Mr. Frick by the narrowest margin missed bringing Holbein’s Duchess of Milan to America. It had hung for nearly thirty years in London’s National Gallery as a loan, when its own owner, the Duke of Norfolk, sold it for $300,000 jointly to Knoedler’s and an English picture dealer. Mr. Frick was prepared to purchase it immediately. But the authorities of the gallery, in consternation, asked for a month’s option in order to raise the amount by public subscription. Up to the last day only half the sum had been subscribed, when a check for £30,000 from an Englishwoman, a resident of Bath, saved the picture for England.

The exodus of Old Masters from Europe to this country, comparable to that which took place from the Continent to England a century earlier, is over and it seems unlikely to recur. In the opinion of Mr. Henschel, the present head of Knoedler’s, if a millionaire today were prepared to spend five million dollars or more to assemble a collection of Old Masters, he could not find enough important examples to purchase.
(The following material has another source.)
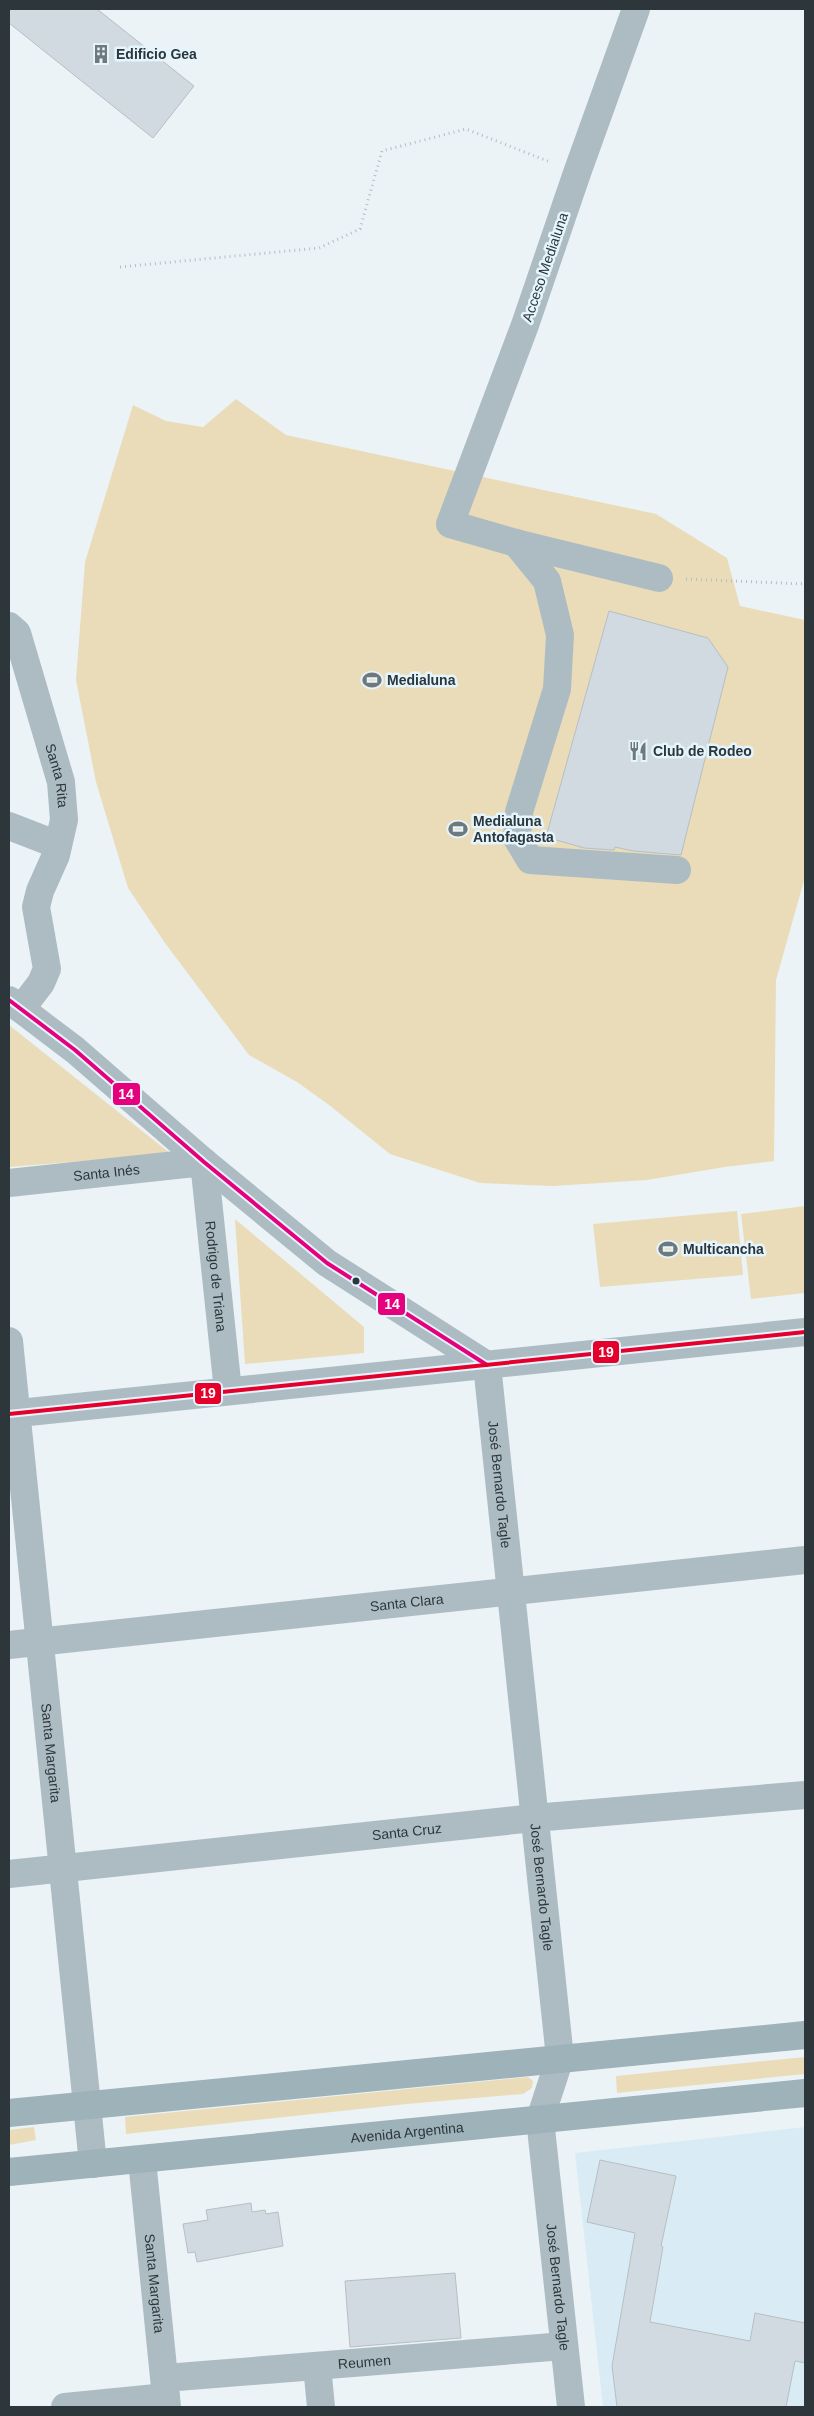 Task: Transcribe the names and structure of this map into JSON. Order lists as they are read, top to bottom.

The major works remaining in England belong to wealthy families who no longer seem disposed to sell them. The leading French collections are probably destined for the Louvre. No important private collection of Old Masters has come into the market during the last fifteen years, and none is likely to. Almost three quarters of those sold by his firm are already in public galleries, and that trend will undoubtedly continue in this country. American collectors will perforce center their interest on modern art and contemporary painting.